I went straight to the drawers at the far end of the trailer, and pulled open the top one. The bones were there, where I had seen Frank put them, sealed in clear plastic bags. The sight of them made me tremble. I forced myself to calm. I clenched my fists until my hands stopped shaking.

Bennett would fire us for this, I had no doubt. It would be the end of my career, and God knows what would happen to Frank and Marcy and the department.

I took a deep breath. I had no choice. These were the boy’s bones, I was sure, the poor lost Neolithic boy’s. “I’m sorry,” I muttered under my breath. What a way to repay Frank and Marcy.

I carefully emptied the bags one by one into my canvas rucksack. I heard the bones clatter together brittlely. Bile rose in my throat. I swallowed.

I turned off the light, and locked the trailer behind me.

I started along the track, up the hill.

* * *

He is waiting for me outside the barrow. A small fire is burning fiercely. Wolves howl out on the moor. I see trees in the valley, and on the other side of the hill, the dark shapes of the settlement huts, smoke still rising from one. I smell the goats even from here, a rich, cloying smell.

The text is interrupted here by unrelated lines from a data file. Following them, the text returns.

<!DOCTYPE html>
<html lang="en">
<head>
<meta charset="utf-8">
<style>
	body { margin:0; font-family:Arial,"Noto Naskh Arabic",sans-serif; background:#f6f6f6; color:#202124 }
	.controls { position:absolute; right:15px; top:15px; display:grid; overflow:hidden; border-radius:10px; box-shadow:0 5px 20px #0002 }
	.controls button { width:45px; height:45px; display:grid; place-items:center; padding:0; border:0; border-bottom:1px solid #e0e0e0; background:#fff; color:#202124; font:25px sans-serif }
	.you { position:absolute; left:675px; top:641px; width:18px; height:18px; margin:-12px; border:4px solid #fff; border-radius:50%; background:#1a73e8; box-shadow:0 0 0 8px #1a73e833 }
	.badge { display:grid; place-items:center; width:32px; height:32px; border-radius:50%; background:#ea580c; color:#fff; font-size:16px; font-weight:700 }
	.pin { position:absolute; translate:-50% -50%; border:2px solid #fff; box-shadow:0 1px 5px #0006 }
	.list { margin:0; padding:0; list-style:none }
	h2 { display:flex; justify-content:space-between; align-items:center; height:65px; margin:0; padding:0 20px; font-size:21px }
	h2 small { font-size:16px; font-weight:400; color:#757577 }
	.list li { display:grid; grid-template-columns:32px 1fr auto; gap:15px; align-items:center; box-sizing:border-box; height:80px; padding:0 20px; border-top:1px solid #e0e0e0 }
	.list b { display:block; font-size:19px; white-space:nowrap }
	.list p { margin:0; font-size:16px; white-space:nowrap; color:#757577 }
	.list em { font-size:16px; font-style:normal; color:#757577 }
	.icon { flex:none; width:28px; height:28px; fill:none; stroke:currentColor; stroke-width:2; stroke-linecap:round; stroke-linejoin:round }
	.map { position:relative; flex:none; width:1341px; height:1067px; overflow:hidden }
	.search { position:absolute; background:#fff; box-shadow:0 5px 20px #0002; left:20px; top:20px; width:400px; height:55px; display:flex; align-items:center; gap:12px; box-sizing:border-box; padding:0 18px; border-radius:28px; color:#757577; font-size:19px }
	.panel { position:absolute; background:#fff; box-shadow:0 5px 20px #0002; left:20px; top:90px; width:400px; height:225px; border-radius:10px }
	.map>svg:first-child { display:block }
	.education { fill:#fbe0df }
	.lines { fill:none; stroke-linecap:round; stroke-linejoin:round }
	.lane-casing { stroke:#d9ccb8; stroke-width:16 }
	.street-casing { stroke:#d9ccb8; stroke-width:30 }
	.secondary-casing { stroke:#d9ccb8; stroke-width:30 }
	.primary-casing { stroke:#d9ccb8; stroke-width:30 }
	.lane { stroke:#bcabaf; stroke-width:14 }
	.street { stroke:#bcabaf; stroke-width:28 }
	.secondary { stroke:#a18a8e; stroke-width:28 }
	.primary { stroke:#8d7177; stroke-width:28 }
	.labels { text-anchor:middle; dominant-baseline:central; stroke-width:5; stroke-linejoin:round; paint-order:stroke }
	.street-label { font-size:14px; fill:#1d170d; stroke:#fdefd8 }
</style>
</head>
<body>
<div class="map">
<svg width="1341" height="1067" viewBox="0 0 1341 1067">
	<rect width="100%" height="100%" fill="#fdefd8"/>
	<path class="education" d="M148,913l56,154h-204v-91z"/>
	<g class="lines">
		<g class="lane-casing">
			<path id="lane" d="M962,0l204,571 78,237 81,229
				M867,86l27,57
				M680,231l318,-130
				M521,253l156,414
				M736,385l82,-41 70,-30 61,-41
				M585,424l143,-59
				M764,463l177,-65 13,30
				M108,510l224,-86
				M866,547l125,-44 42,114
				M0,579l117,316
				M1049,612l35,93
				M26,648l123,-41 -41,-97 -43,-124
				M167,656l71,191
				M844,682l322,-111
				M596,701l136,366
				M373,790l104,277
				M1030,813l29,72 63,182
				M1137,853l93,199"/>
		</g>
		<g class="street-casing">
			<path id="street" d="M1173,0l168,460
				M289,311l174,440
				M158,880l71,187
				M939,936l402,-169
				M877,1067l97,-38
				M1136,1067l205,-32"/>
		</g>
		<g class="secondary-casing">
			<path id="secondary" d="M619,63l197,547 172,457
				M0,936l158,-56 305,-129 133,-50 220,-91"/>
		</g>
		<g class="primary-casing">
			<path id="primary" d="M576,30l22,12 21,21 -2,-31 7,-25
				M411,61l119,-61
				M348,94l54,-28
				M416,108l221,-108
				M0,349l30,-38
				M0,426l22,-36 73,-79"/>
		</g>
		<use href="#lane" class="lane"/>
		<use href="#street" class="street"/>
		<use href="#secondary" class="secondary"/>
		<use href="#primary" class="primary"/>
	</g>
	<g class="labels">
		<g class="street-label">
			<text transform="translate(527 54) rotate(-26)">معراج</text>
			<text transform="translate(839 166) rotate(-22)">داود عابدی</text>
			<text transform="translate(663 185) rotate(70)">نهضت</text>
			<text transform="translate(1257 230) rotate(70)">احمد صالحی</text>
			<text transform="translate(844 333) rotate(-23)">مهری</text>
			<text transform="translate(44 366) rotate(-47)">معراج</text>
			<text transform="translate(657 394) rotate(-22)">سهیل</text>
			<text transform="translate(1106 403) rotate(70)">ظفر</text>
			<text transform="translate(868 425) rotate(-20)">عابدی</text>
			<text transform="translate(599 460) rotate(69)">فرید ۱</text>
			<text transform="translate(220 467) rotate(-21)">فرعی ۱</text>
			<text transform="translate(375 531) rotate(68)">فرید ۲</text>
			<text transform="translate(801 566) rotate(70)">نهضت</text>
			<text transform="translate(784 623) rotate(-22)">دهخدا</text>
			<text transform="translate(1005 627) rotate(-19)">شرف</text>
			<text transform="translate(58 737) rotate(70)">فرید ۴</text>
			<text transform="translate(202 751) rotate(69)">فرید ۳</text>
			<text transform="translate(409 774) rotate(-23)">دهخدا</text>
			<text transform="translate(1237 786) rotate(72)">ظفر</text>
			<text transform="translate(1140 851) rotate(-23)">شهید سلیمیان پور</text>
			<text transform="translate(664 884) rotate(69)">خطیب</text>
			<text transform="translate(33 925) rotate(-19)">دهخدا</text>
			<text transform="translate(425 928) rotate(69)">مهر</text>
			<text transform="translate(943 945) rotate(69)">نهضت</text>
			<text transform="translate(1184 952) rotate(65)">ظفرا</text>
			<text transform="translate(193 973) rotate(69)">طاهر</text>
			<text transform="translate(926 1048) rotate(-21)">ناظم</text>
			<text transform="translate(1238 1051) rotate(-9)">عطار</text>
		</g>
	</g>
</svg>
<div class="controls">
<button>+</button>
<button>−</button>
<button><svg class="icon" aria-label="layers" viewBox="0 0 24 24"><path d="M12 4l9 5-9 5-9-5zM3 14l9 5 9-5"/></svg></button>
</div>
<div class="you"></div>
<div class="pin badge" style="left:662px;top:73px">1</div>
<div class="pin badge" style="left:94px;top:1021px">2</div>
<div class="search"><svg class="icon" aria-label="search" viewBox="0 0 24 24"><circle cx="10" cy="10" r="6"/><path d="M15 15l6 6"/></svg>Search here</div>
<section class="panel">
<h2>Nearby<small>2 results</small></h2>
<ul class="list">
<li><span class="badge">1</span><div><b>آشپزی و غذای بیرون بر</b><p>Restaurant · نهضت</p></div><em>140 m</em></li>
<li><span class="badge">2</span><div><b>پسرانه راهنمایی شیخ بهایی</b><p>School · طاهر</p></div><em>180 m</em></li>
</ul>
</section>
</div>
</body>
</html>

I hug my coat tight around me.

The fire is hot as I seat myself beside him.

“The boy is dead,” the man says.

“Yes,” I say, through tears. I see tears on the Neolithic man’s own cheeks. “I loved him,” I say, and when the man nods I know he knows I am talking about David. “I miss him.” I think it’s the first time I’ve been able to say this.

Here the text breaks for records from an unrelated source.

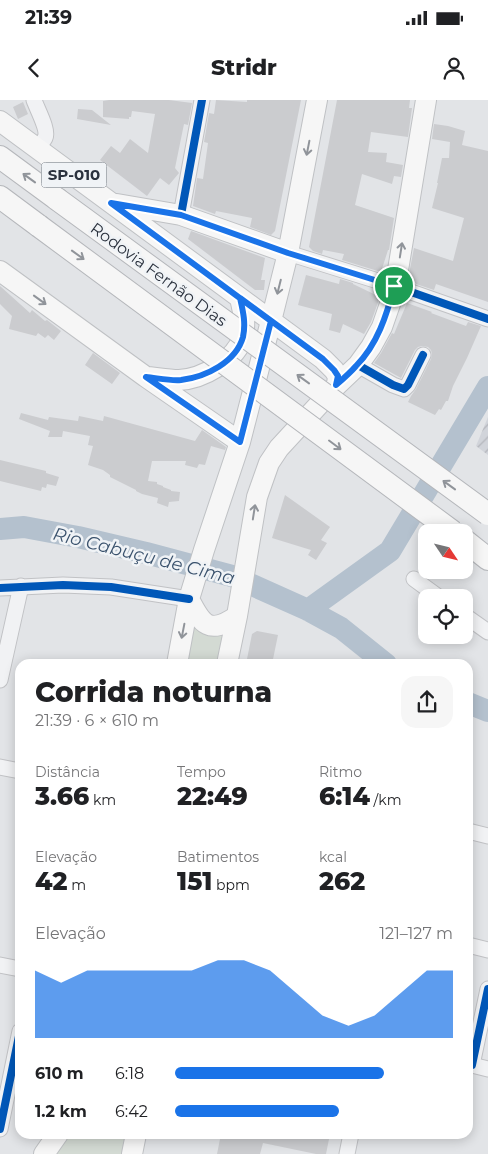 <!DOCTYPE html>
<html lang="pt">
<head>
<meta charset="utf-8">
<style>
  body { margin:0; font-family:Montserrat,sans-serif; background:#f6f6f6; color:#202124; height:100vh; display:flex; flex-direction:column; font-size:19px; white-space:nowrap }
  * { box-sizing:border-box; margin:0 }
  p { font-size:16px; color:#757577 }
  .icon { flex:none; width:28px; height:28px; fill:none; stroke:currentColor; stroke-width:2; stroke-linecap:round; stroke-linejoin:round }
  .map { position:relative; flex:1; overflow:hidden }
  .side { position:absolute; left:15px; top:559px; width:458px; height:480px; display:flex; flex-direction:column; background:#fff; border-radius:15px; box-shadow:0 2px 12px #0003 }
  .side>* { flex:none }
  .needle { width:32px; rotate:125deg }
  .buttons { position:absolute; left:418px; top:424px; display:grid; gap:10px }
  .buttons a { display:grid; place-items:center; width:55px; height:55px; border-radius:10px; background:#fff; box-shadow:0 2px 12px #0003; font-size:25px }
  .pin { position:absolute; display:grid; place-items:center; width:42px; height:42px; color:#fff; margin:-21px; border:2px solid #fff; border-radius:50%; box-shadow:0 1px 5px #0007 }
  .round { display:grid; place-items:center; flex:none; width:52px; height:52px; border-radius:15px; background:#f6f6f6 }
  .summary { display:flex; align-items:center; justify-content:space-between; height:85px; padding:0 20px }
  h1 { font-size:28px; font-weight:800; line-height:38px }
  .metrics { display:grid; grid-template-columns:repeat(3,1fr); gap:8px; height:85px; padding:5px 20px }
  .metrics div { display:grid; align-content:center }
  .metrics b { font-size:25px; font-weight:800 }
  .metrics small { font-size:14px; font-weight:400 }
  .metrics p { font-size:14px }
  .chart { height:140px; padding:10px 20px }
  .chart p { display:flex; justify-content:space-between }
  .chart svg { width:100%; height:90px; margin-top:5px; fill:#1a73e8; opacity:.7 }
  ul { padding:0 20px; list-style:none; font-size:16px }
  li { display:grid; grid-template-columns:80px 60px 1fr; align-items:center; height:38px }
  li i { height:12px; border-radius:6px; background:#1a73e8 }
  .status { display:flex; justify-content:space-between; align-items:center; height:35px; padding:0 25px; background:#fff; direction:ltr }
  .status svg { height:14px; fill:currentColor }
  header { display:flex; justify-content:space-between; align-items:center; height:65px; padding:0 20px; background:#fff; font-size:22px; font-weight:800 }
  .map>svg:first-child { display:block }
  .industrial { fill:url(#industrial-furrows) }
  .green { fill:#d3dad3 }
  .lines { fill:none; stroke-linecap:round; stroke-linejoin:round }
  .river { stroke:#b4c1ce; stroke-width:22 }
  .building { fill:#cbcccf }
  .minor-casing { stroke:#c1c2c5; stroke-width:17 }
  .major-casing { stroke:#bfc1c4; stroke-width:22 }
  .highway-casing { stroke:#b5b7bb; stroke-width:24 }
  .minor { stroke:#f1f2f4; stroke-width:15 }
  .major { stroke:#f6f6f6; stroke-width:20 }
  .highway { stroke:#f6f6f6; stroke-width:22 }
  .highway-bridge-casing { stroke:#b5b7bb; stroke-width:24; stroke-linecap:butt }
  .highway-bridge { stroke:#f6f6f6; stroke-width:22 }
  .cycleway-casing { stroke:#f0f3f6; stroke-width:11 }
  .cycleway { stroke:#0057b8; stroke-width:8 }
  .oneway { stroke:#90949a }
  .route-casing { stroke:#fff; stroke-width:10 }
  .route { stroke:#1a73e8; stroke-width:6 }
  .labels { text-anchor:middle; stroke-width:5; stroke-linejoin:round; paint-order:stroke }
  .shield { fill:#f0f3f6; stroke:#666c75; stroke-width:1 }
  .shield-label { font-size:15px; font-weight:bold; fill:#2b323e }
  .street-label { font-size:16px; fill:#2b323e; stroke:#f0f3f6 }
  .water-label { font-size:18px; font-style:italic; fill:#3a526d; stroke:#f0f3f6 }
</style>
</head>
<body>
<div class="status"><b>21:39</b><svg viewBox="0 0 49 12"><path d="M0 12V9h3v3zM5 12V6h3v6zM10 12V3h3v9zM15 12V0h3v12zM26 1h20v11H26zM47 4h2v5h-2z"/></svg></div>
<header><svg class="icon" aria-label="back" viewBox="0 0 24 24"><path d="M15 5l-7 7 7 7"/></svg>Stridr<svg class="icon" aria-label="person" viewBox="0 0 24 24"><circle cx="12" cy="8" r="4"/><path d="M4 21q1-7 8-7t8 7"/></svg></header>
<div class="map">
<svg width="488" height="1054" viewBox="0 0 488 1054">
  <defs>
    <pattern id="industrial-furrows" width="10" height="10" patternUnits="userSpaceOnUse" patternTransform="scale(1.25)"><rect width="10" height="10" fill="#d1d4da"/><path d="M-1 1l2-2M0 10L10 0M9 11l2-2" fill="none" stroke="#b4b6bc"/></pattern>
  </defs>
  <rect width="100%" height="100%" fill="#e2e4e7"/>
  <path class="industrial" d="M488 317V355L476 346Z"/>
  <path class="green" d="M191 519 228 530 222 564H183Z
    M61 1034H131L127 1054H48Z"/>
  <g class="lines">
    <path class="river" d="M0 429 24 427 78 437 146 453 232 476 308 510 341 528 386 564
      M308 510 390 451 488 287
      M468 603 488 611"/>
  </g>
  <path class="building" d="M109 0H169L192 3 188 25 184 24 175 68 179 73 169 85 160 78 147 96 100 60 111 46 120 53 130 39 148 53 155 14 132 11 131 17H129V19L103 17V1Z
    M216 0 247 2V0H301L275 131 271 135 250 127 252 118 216 111 215 114 193 106 197 78 203 79 208 43 204 42 209 13 214 14Z
    M337 0H410L409 8H412L408 37 371 32 368 52 387 53 386 62 403 65 401 77 394 76 392 84 362 74 355 105 394 118 389 150H388L381 172 342 160 344 154 323 150 322 154 313 151 309 147Z
    M23 2 28 14 18 19 13 7Z
    M78 9 92 10 111 25 77 19Z
    M434 24 448 26 465 31 462 45 488 51V202L436 184 434 190 416 184 409 174 414 148 453 161 464 118 432 108 438 83H437L442 58H449L450 42 432 39Z
    M191 131 265 158 261 180H265L264 190H255L188 139Z
    M306 175 339 184 340 179 353 183V184L380 197 371 222 364 234 343 224 340 233 329 230 332 214 298 205Z
    M0 186 30 213 32 210 45 221 47 220 61 231 54 240 48 235 45 238 38 233 36 236 9 229 12 216 0 204Z
    M407 203 432 212 431 213 466 226 468 222 481 226 467 258 453 286 448 301H446L441 310 439 309 435 315 408 302 411 296 416 289 431 259 432 254 431 250 428 247 422 246 418 247 415 250 401 278 374 263 381 253 392 233 394 234Z
    M93 253 120 273 112 284 85 265Z
    M21 313 48 320 49 317 78 321 79 316 103 321 104 316 195 341 202 330 226 347 225 350 211 346 205 365 199 364 197 368 185 365 186 361H152L148 381 157 382V384L163 386V387L171 390V391L180 392 179 401 169 402 168 407 157 403 158 398 142 394 136 391V390L110 377V375L103 370 88 365 93 346 88 345 90 336 63 331 62 337H48L50 331 19 319Z
    M0 360 46 371V373L59 377 56 386 47 384 46 388 42 387 41 391 0 381Z
    M285 395 330 427 321 440 327 443 316 460 308 455 311 450 272 438Z
    M257 531 278 535 272 564H257L251 563 247 559 252 534Z
    M221 1034H330L326 1054H316L263 1043 260 1054H217Z"/>
  <g class="lines">
    <g class="minor-casing">
      <path id="minor" d="M34 0C37 9 49 30 45 38 43 42 39 45 36 47
        M181 115 202 0
        M288 153 394 186 488 219
        M358 265 393 285 404 289 408 285 423 255
        M414 479 440 498
        M0 488 63 485 111 487 189 499
        M464 515 488 532
        M0 580 21 486
        M0 667 20 671
        M468 731 488 736
        M468 845 488 850
        M0 865 20 869
        M468 964 488 969
        M472 965 488 889
        M0 1029 20 931
        M347 1054 351 1034"/>
    </g>
    <g class="major-casing">
      <path id="major" d="M0 21 323 259 334 270 338 276 337 285
        M117 104 181 115 288 153
        M0 171 146 277 240 342
        M148 277C158 278 169 280 179 280 202 279 237 260 243 236 246 223 243 211 240 198
        M189 499C202 525 209 535 237 516
        M177 564 189 499 204 450 240 342 271 221 288 153 317 0
        M227 564 237 516 257 397 269 363 279 348 337 285 358 265 371 247 382 227 391 201 398 170 426 0
        M44 1054 58 1034
        M132 1054 136 1034"/>
    </g>
    <g class="highway-casing">
      <path id="highway" d="M0 57 57 99
        M0 97 39 126
        M464 440 488 459"/>
    </g>
    <use href="#minor" class="minor"/>
    <use href="#major" class="major"/>
    <use href="#highway" class="highway"/>
    <g class="highway-bridge-casing">
      <path id="highway-bridge" d="M57 99 488 414
        M39 126 453 432"/>
    </g>
    <use href="#highway-bridge" class="highway-bridge"/>
    <g class="cycleway-casing">
      <path id="cycleway" d="M181 115 202 0
        M288 153 394 186 488 219
        M358 265 393 285 404 289 408 285 423 255
        M0 488 63 485 111 487 189 499
        M472 965 488 889
        M0 1029 20 931"/>
    </g>
    <use href="#cycleway" class="cycleway"/>
  </g>
  <defs><path id="oneway-shaft" d="M-6 0H5M1.5-3L5.5 0L1.5 3" fill="none" stroke-width="1.6" stroke-linecap="round" stroke-linejoin="round" transform="scale(1.25)"/></defs>
  <g class="oneway">
    <use href="#oneway-shaft" transform="translate(308 48) rotate(101)"/>
    <use href="#oneway-shaft" transform="translate(29 78) rotate(-144)"/>
    <use href="#oneway-shaft" transform="translate(401 150) rotate(-81)"/>
    <use href="#oneway-shaft" transform="translate(78 155) rotate(36)"/>
    <use href="#oneway-shaft" transform="translate(279 187) rotate(104)"/>
    <use href="#oneway-shaft" transform="translate(40 200) rotate(36)"/>
    <use href="#oneway-shaft" transform="translate(303 279) rotate(-144)"/>
    <use href="#oneway-shaft" transform="translate(335 345) rotate(37)"/>
    <use href="#oneway-shaft" transform="translate(449 385) rotate(-144)"/>
    <use href="#oneway-shaft" transform="translate(254 412) rotate(-81)"/>
    <use href="#oneway-shaft" transform="translate(183 531) rotate(101)"/>
  </g>
  <g class="lines">
    <g class="route-casing">
      <path id="route" d="M394 186 288 153 181 115 111 103 271 221 240 342 146 277C157 278 170 281 181 280 206 277 236 262 243 237 246 223 243 211 240 198L323 259 334 270 338 276 336 285C343 279 350 273 356 266 377 245 387 215 394 186"/>
    </g>
    <use href="#route" class="route"/>
  </g>
  <g class="labels">
    <rect class="shield" x="41.5" y="62.5" width="65" height="25" rx="4"/>
    <g class="shield-label">
      <text x="74" y="80">SP-010</text>
    </g>
    <g class="street-label">
      <text transform="translate(159 174) rotate(36)" y="6">Rodovia Fernão Dias</text>
    </g>
    <g class="water-label">
      <text transform="translate(144 456) rotate(14)" y="6">Rio Cabuçu de Cima</text>
    </g>
  </g>
</svg>
<div class="buttons">
<a><svg class="needle" viewBox="-14 -14 28 28"><path d="M0-13l5 13h-10z" fill="#e53935"/><path d="M0 13l5-13h-10z" fill="#757577"/></svg></a>
<a><svg class="icon" aria-label="locate" viewBox="0 0 24 24"><circle cx="12" cy="12" r="6"/><path d="M12 2v4M12 18v4M2 12h4M18 12h4"/></svg></a>
</div>
<div class="pin" style="left:394px;top:186px;background:#1e9e55"><svg class="icon" aria-label="arrive" viewBox="0 0 24 24"><path d="M6 21V4h12l-3 4 3 4H6"/></svg></div>
<section class="side">
<div class="summary"><div><h1>Corrida noturna</h1><p>21:39 · 6 × 610 m</p></div><a class="round"><svg class="icon" aria-label="share" viewBox="0 0 24 24"><path d="M12 15V3M7 8l5-5 5 5M5 13v7h14v-7"/></svg></a></div>
<div class="metrics">
<div><p>Distância</p><b>3.66<small> km</small></b></div>
<div><p>Tempo</p><b>22:49</b></div>
<div><p>Ritmo</p><b>6:14<small> /km</small></b></div>
</div>
<div class="metrics">
<div><p>Elevação</p><b>42<small> m</small></b></div>
<div><p>Batimentos</p><b>151<small> bpm</small></b></div>
<div><p>kcal</p><b>262</b></div>
</div>
<div class="chart"><p><span>Elevação</span>121–127 m</p>
<svg viewBox="0 0 160 44" preserveAspectRatio="none"><path d="M0 44V11L10 17L20 11L30 11L40 11L50 11L60 11L70 6L80 6L90 11L100 22L110 33L120 38L130 33L140 22L150 11L160 11V44z"/></svg>
</div>
<ul>
<li><b>610 m</b>6:18<i style="width:75%"></i></li>
<li><b>1.2 km</b>6:42<i style="width:59%"></i></li>
</ul>
</section>
</div>
</body>
</html>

I pass the rucksack to him. He fumbles with the buckles, then opens them. Slowly he pulls out the dry bones, one by one, and places them on the fire. They catch quickly and burn brightly.

“I loved my boy too,” he says. “Here I set him free.”

Finally he removes the skull, kisses it, and hands it to me.

“Here I set him free,” I say, choking on the words. David, I think. Goodbye.

I kiss the skull too, then place it on the fire.

We sit before a fire of bones, as the morning pales the sky. When the bones are entirely burnt, he scoops the still-hot ashes into a clay pot, and hands it to me. I place it in my rucksack.

In the morning I will place the pot inside the barrow, before the capstone is finally levered on. The boy will travel to the tchetchla.